● ASSIGNED TASK:
The entries that follow need to be printed exactly as they are, minus any pictures.

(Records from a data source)
------------------------

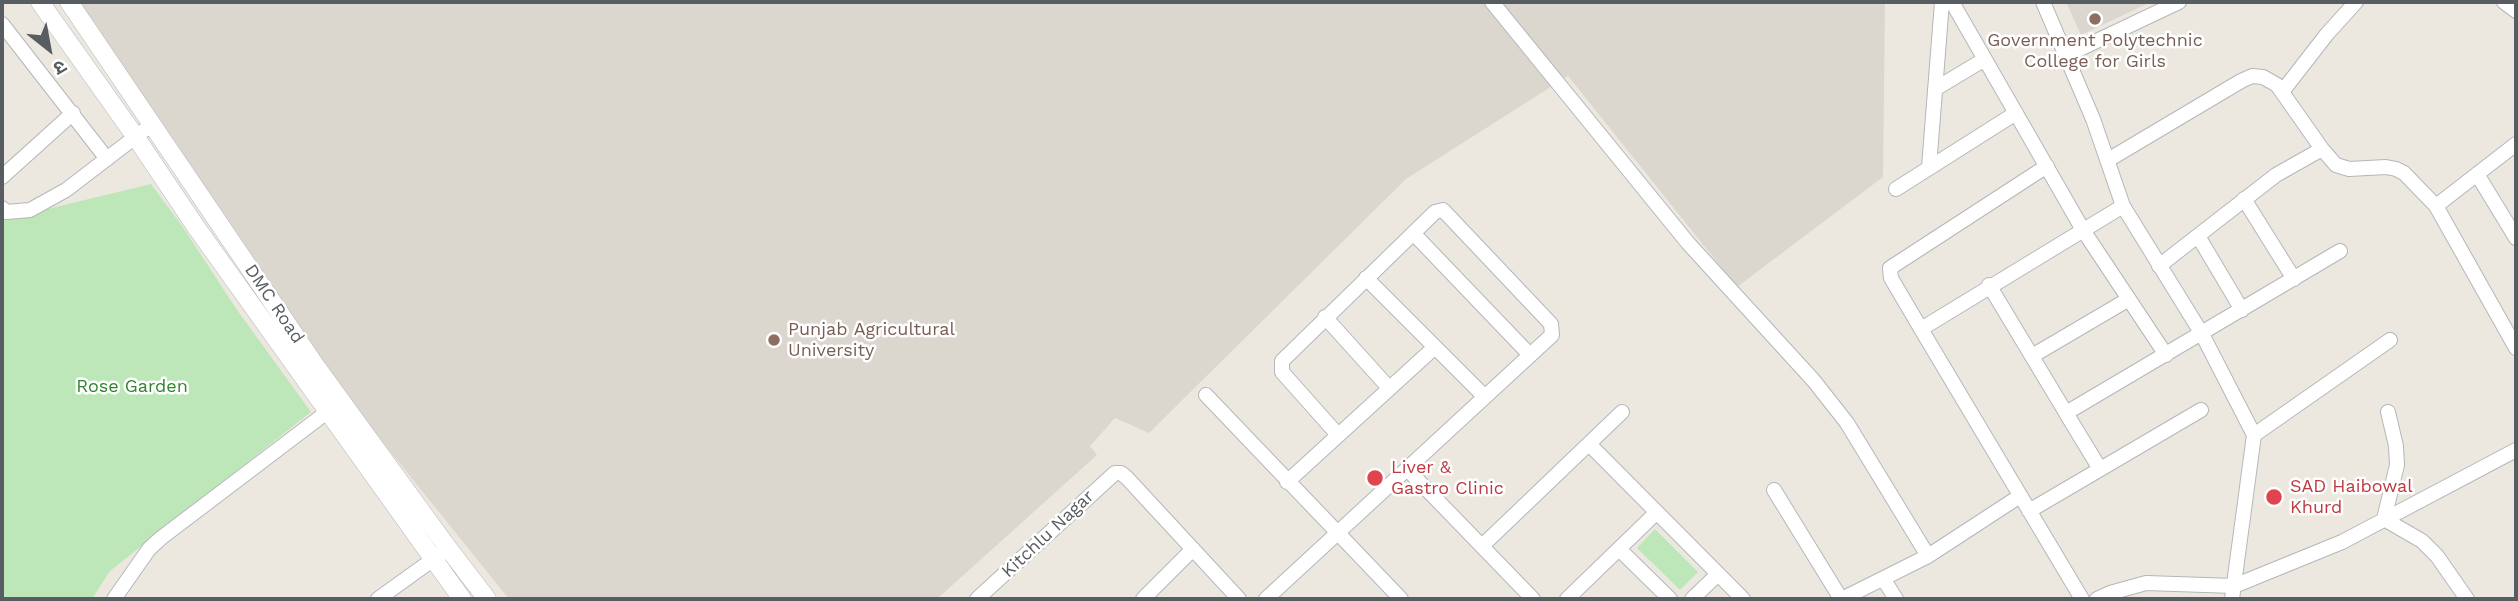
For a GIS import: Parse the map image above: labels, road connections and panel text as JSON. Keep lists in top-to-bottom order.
{
  "streets": {
    "street": ["DMC Road", "Kitchlu Nagar"]
  },
  "parks": ["Rose Garden"],
  "places": [
    "Government Polytechnic College for Girls",
    "Punjab Agricultural University",
    "Liver & Gastro Clinic",
    "SAD Haibowal Khurd"
  ],
  "north": "bottom right"
}
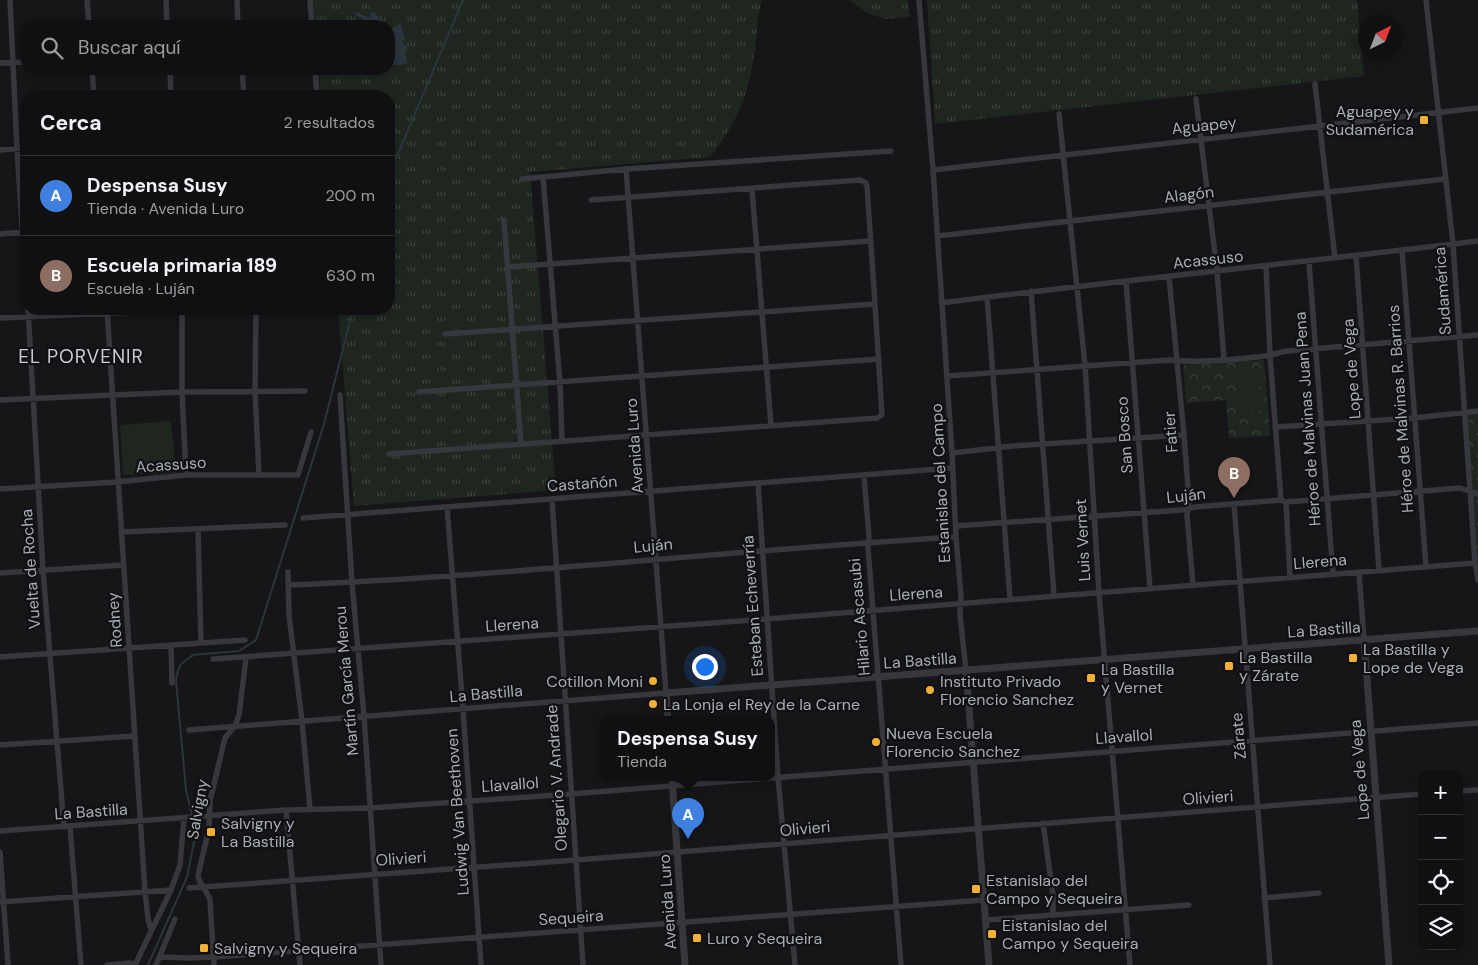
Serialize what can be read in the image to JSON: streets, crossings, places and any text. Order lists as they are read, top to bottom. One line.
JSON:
{"streets":{"street":["Aguapey","Alagón","Acassuso","Sudamérica","Lope de Vega","Héroe de Malvinas R. Barrios","Héroe de Malvinas Juan Pena","Fatier","San Bosco","Avenida Luro","Castañón","Estanislao del Campo","Luján","Luis Vernet","Llerena","Vuelta de Rocha","Esteban Echeverría","Hilario Ascasubi","Rodney","La Bastilla","Martín García Merou","Llavallol","Zárate","Olegario V. Andrade","Olivieri","Salvigny","Ludwig Van Beethoven","Sequeira"]},"crossings":[["Aguapey","Sudamérica"],["Aguapey","Estanislao del Campo"],["Aguapey","Luis Vernet"],["Alagón","Sudamérica"],["Alagón","Estanislao del Campo"],["Alagón","Luis Vernet"],["Acassuso","Sudamérica"],["Acassuso","Lope de Vega"],["Acassuso","Héroe de Malvinas R. Barrios"],["Acassuso","Héroe de Malvinas Juan Pena"],["Acassuso","Fatier"],["Acassuso","San Bosco"],["Acassuso","Estanislao del Campo"],["Acassuso","Luis Vernet"],["Acassuso","Vuelta de Rocha"],["Acassuso","Rodney"],["Sudamérica","Luján"],["Sudamérica","Llerena"],["Lope de Vega","Luján"],["Lope de Vega","Llerena"],["Lope de Vega","La Bastilla"],["Lope de Vega","Llavallol"],["Lope de Vega","Olivieri"],["Héroe de Malvinas R. Barrios","Luján"],["Héroe de Malvinas R. Barrios","Llerena"],["Héroe de Malvinas Juan Pena","Luján"],["Héroe de Malvinas Juan Pena","Llerena"],["Fatier","Luján"],["Fatier","Llerena"],["San Bosco","Luján"],["San Bosco","Llerena"],["Avenida Luro","Castañón"],["Avenida Luro","Luján"],["Avenida Luro","Llerena"],["Avenida Luro","La Bastilla"],["Avenida Luro","Llavallol"],["Avenida Luro","Olivieri"],["Avenida Luro","Sequeira"],["Castañón","Estanislao del Campo"],["Castañón","Esteban Echeverría"],["Castañón","Hilario Ascasubi"],["Castañón","Martín García Merou"],["Castañón","Olegario V. Andrade"],["Castañón","Ludwig Van Beethoven"],["Estanislao del Campo","Luján"],["Estanislao del Campo","Llerena"],["Estanislao del Campo","La Bastilla"],["Estanislao del Campo","Llavallol"],["Estanislao del Campo","Olivieri"],["Estanislao del Campo","Sequeira"],["Luján","Luis Vernet"],["Luján","Esteban Echeverría"],["Luján","Hilario Ascasubi"],["Luján","Martín García Merou"],["Luján","Zárate"],["Luján","Olegario V. Andrade"],["Luján","Ludwig Van Beethoven"],["Luis Vernet","Llerena"],["Luis Vernet","La Bastilla"],["Luis Vernet","Llavallol"],["Luis Vernet","Olivieri"],["Llerena","Esteban Echeverría"],["Llerena","Hilario Ascasubi"],["Llerena","Martín García Merou"],["Llerena","Zárate"],["Llerena","Olegario V. Andrade"],["Llerena","Ludwig Van Beethoven"],["Vuelta de Rocha","La Bastilla"],["Esteban Echeverría","La Bastilla"],["Esteban Echeverría","Olivieri"],["Esteban Echeverría","Sequeira"],["Hilario Ascasubi","La Bastilla"],["Hilario Ascasubi","Llavallol"],["Hilario Ascasubi","Olivieri"],["Hilario Ascasubi","Sequeira"],["Rodney","La Bastilla"],["La Bastilla","Martín García Merou"],["La Bastilla","Zárate"],["La Bastilla","Olegario V. Andrade"],["La Bastilla","Salvigny"],["La Bastilla","Ludwig Van Beethoven"],["Martín García Merou","Llavallol"],["Martín García Merou","Olivieri"],["Martín García Merou","Sequeira"],["Llavallol","Zárate"],["Llavallol","Olegario V. Andrade"],["Llavallol","Ludwig Van Beethoven"],["Zárate","Olivieri"],["Olegario V. Andrade","Olivieri"],["Olegario V. Andrade","Sequeira"],["Olivieri","Salvigny"],["Olivieri","Ludwig Van Beethoven"],["Salvigny","Sequeira"],["Ludwig Van Beethoven","Sequeira"]],"districts":["EL PORVENIR"],"places":{"transit":["Aguapey y Sudamérica","La Bastilla y Lope de Vega","La Bastilla y Zárate","La Bastilla y Vernet","Salvigny y La Bastilla","Estanislao del Campo y Sequeira","Eistanislao del Campo y Sequeira","Luro y Sequeira","Salvigny y Sequeira"],"other":["Cotillon Moni","Instituto Privado Florencio Sanchez","La Lonja el Rey de la Carne","Nueva Escuela Florencio Sanchez"]},"north":"top right","page":{"search":"Buscar aquí","heading":["Cerca","2 resultados"],"list":[{"mark":"A","name":"Despensa Susy","note":"Tienda · Avenida Luro","value":"200 m"},{"mark":"B","name":"Escuela primaria 189","note":"Escuela · Luján","value":"630 m"}],"pins":["B","A"],"popup":["Despensa Susy","Tienda"],"map_buttons":["+","−"]}}
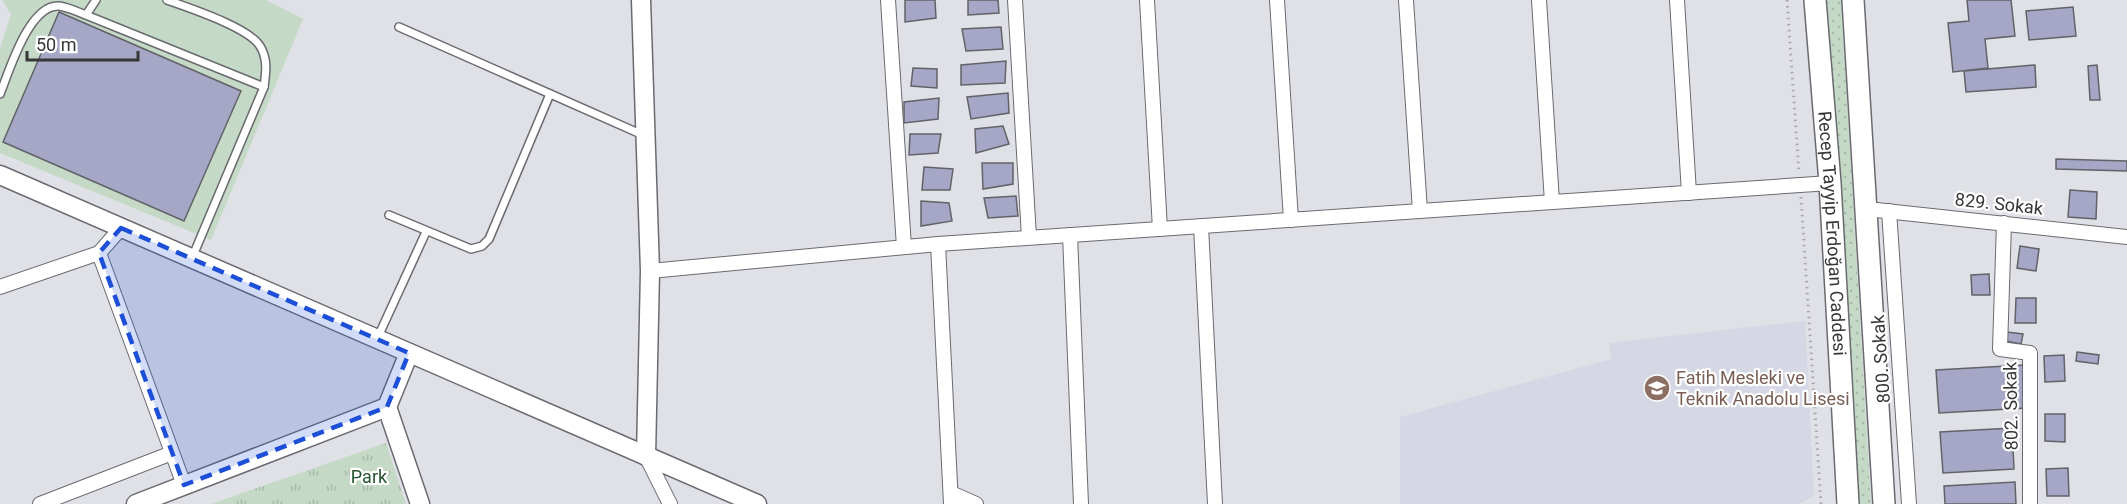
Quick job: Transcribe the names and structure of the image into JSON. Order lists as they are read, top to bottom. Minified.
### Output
{"streets":{"main road":["Recep Tayyip Erdoğan Caddesi"],"street":["829. Sokak","800. Sokak","802. Sokak"]},"crossings":[["829. Sokak","Recep Tayyip Erdoğan Caddesi"],["829. Sokak","800. Sokak"],["829. Sokak","802. Sokak"]],"parks":["Park"],"places":{"school or university":["Fatih Mesleki ve Teknik Anadolu Lisesi"]},"scale_bar":"50 m"}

------------------------

● YOUR RESPONSE:
For a GIS import: Parse the map image above: labels, road connections and panel text as JSON. Keep lists in top-to-bottom order.
{
  "streets": {
    "street": ["DMC Road", "Kitchlu Nagar"]
  },
  "parks": ["Rose Garden"],
  "places": [
    "Government Polytechnic College for Girls",
    "Punjab Agricultural University",
    "Liver & Gastro Clinic",
    "SAD Haibowal Khurd"
  ],
  "north": "bottom right"
}
Serialize what can be read in the image to JSON: streets, crossings, places and any text. Order lists as they are read, top to bottom. One line.
JSON:
{"streets":{"street":["Aguapey","Alagón","Acassuso","Sudamérica","Lope de Vega","Héroe de Malvinas R. Barrios","Héroe de Malvinas Juan Pena","Fatier","San Bosco","Avenida Luro","Castañón","Estanislao del Campo","Luján","Luis Vernet","Llerena","Vuelta de Rocha","Esteban Echeverría","Hilario Ascasubi","Rodney","La Bastilla","Martín García Merou","Llavallol","Zárate","Olegario V. Andrade","Olivieri","Salvigny","Ludwig Van Beethoven","Sequeira"]},"crossings":[["Aguapey","Sudamérica"],["Aguapey","Estanislao del Campo"],["Aguapey","Luis Vernet"],["Alagón","Sudamérica"],["Alagón","Estanislao del Campo"],["Alagón","Luis Vernet"],["Acassuso","Sudamérica"],["Acassuso","Lope de Vega"],["Acassuso","Héroe de Malvinas R. Barrios"],["Acassuso","Héroe de Malvinas Juan Pena"],["Acassuso","Fatier"],["Acassuso","San Bosco"],["Acassuso","Estanislao del Campo"],["Acassuso","Luis Vernet"],["Acassuso","Vuelta de Rocha"],["Acassuso","Rodney"],["Sudamérica","Luján"],["Sudamérica","Llerena"],["Lope de Vega","Luján"],["Lope de Vega","Llerena"],["Lope de Vega","La Bastilla"],["Lope de Vega","Llavallol"],["Lope de Vega","Olivieri"],["Héroe de Malvinas R. Barrios","Luján"],["Héroe de Malvinas R. Barrios","Llerena"],["Héroe de Malvinas Juan Pena","Luján"],["Héroe de Malvinas Juan Pena","Llerena"],["Fatier","Luján"],["Fatier","Llerena"],["San Bosco","Luján"],["San Bosco","Llerena"],["Avenida Luro","Castañón"],["Avenida Luro","Luján"],["Avenida Luro","Llerena"],["Avenida Luro","La Bastilla"],["Avenida Luro","Llavallol"],["Avenida Luro","Olivieri"],["Avenida Luro","Sequeira"],["Castañón","Estanislao del Campo"],["Castañón","Esteban Echeverría"],["Castañón","Hilario Ascasubi"],["Castañón","Martín García Merou"],["Castañón","Olegario V. Andrade"],["Castañón","Ludwig Van Beethoven"],["Estanislao del Campo","Luján"],["Estanislao del Campo","Llerena"],["Estanislao del Campo","La Bastilla"],["Estanislao del Campo","Llavallol"],["Estanislao del Campo","Olivieri"],["Estanislao del Campo","Sequeira"],["Luján","Luis Vernet"],["Luján","Esteban Echeverría"],["Luján","Hilario Ascasubi"],["Luján","Martín García Merou"],["Luján","Zárate"],["Luján","Olegario V. Andrade"],["Luján","Ludwig Van Beethoven"],["Luis Vernet","Llerena"],["Luis Vernet","La Bastilla"],["Luis Vernet","Llavallol"],["Luis Vernet","Olivieri"],["Llerena","Esteban Echeverría"],["Llerena","Hilario Ascasubi"],["Llerena","Martín García Merou"],["Llerena","Zárate"],["Llerena","Olegario V. Andrade"],["Llerena","Ludwig Van Beethoven"],["Vuelta de Rocha","La Bastilla"],["Esteban Echeverría","La Bastilla"],["Esteban Echeverría","Olivieri"],["Esteban Echeverría","Sequeira"],["Hilario Ascasubi","La Bastilla"],["Hilario Ascasubi","Llavallol"],["Hilario Ascasubi","Olivieri"],["Hilario Ascasubi","Sequeira"],["Rodney","La Bastilla"],["La Bastilla","Martín García Merou"],["La Bastilla","Zárate"],["La Bastilla","Olegario V. Andrade"],["La Bastilla","Salvigny"],["La Bastilla","Ludwig Van Beethoven"],["Martín García Merou","Llavallol"],["Martín García Merou","Olivieri"],["Martín García Merou","Sequeira"],["Llavallol","Zárate"],["Llavallol","Olegario V. Andrade"],["Llavallol","Ludwig Van Beethoven"],["Zárate","Olivieri"],["Olegario V. Andrade","Olivieri"],["Olegario V. Andrade","Sequeira"],["Olivieri","Salvigny"],["Olivieri","Ludwig Van Beethoven"],["Salvigny","Sequeira"],["Ludwig Van Beethoven","Sequeira"]],"districts":["EL PORVENIR"],"places":{"transit":["Aguapey y Sudamérica","La Bastilla y Lope de Vega","La Bastilla y Zárate","La Bastilla y Vernet","Salvigny y La Bastilla","Estanislao del Campo y Sequeira","Eistanislao del Campo y Sequeira","Luro y Sequeira","Salvigny y Sequeira"],"other":["Cotillon Moni","Instituto Privado Florencio Sanchez","La Lonja el Rey de la Carne","Nueva Escuela Florencio Sanchez"]},"north":"top right","page":{"search":"Buscar aquí","heading":["Cerca","2 resultados"],"list":[{"mark":"A","name":"Despensa Susy","note":"Tienda · Avenida Luro","value":"200 m"},{"mark":"B","name":"Escuela primaria 189","note":"Escuela · Luján","value":"630 m"}],"pins":["B","A"],"popup":["Despensa Susy","Tienda"],"map_buttons":["+","−"]}}
Quick job: Transcribe the names and structure of the image into JSON. Order lists as they are read, top to bottom. Minified.
### Output
{"streets":{"main road":["Recep Tayyip Erdoğan Caddesi"],"street":["829. Sokak","800. Sokak","802. Sokak"]},"crossings":[["829. Sokak","Recep Tayyip Erdoğan Caddesi"],["829. Sokak","800. Sokak"],["829. Sokak","802. Sokak"]],"parks":["Park"],"places":{"school or university":["Fatih Mesleki ve Teknik Anadolu Lisesi"]},"scale_bar":"50 m"}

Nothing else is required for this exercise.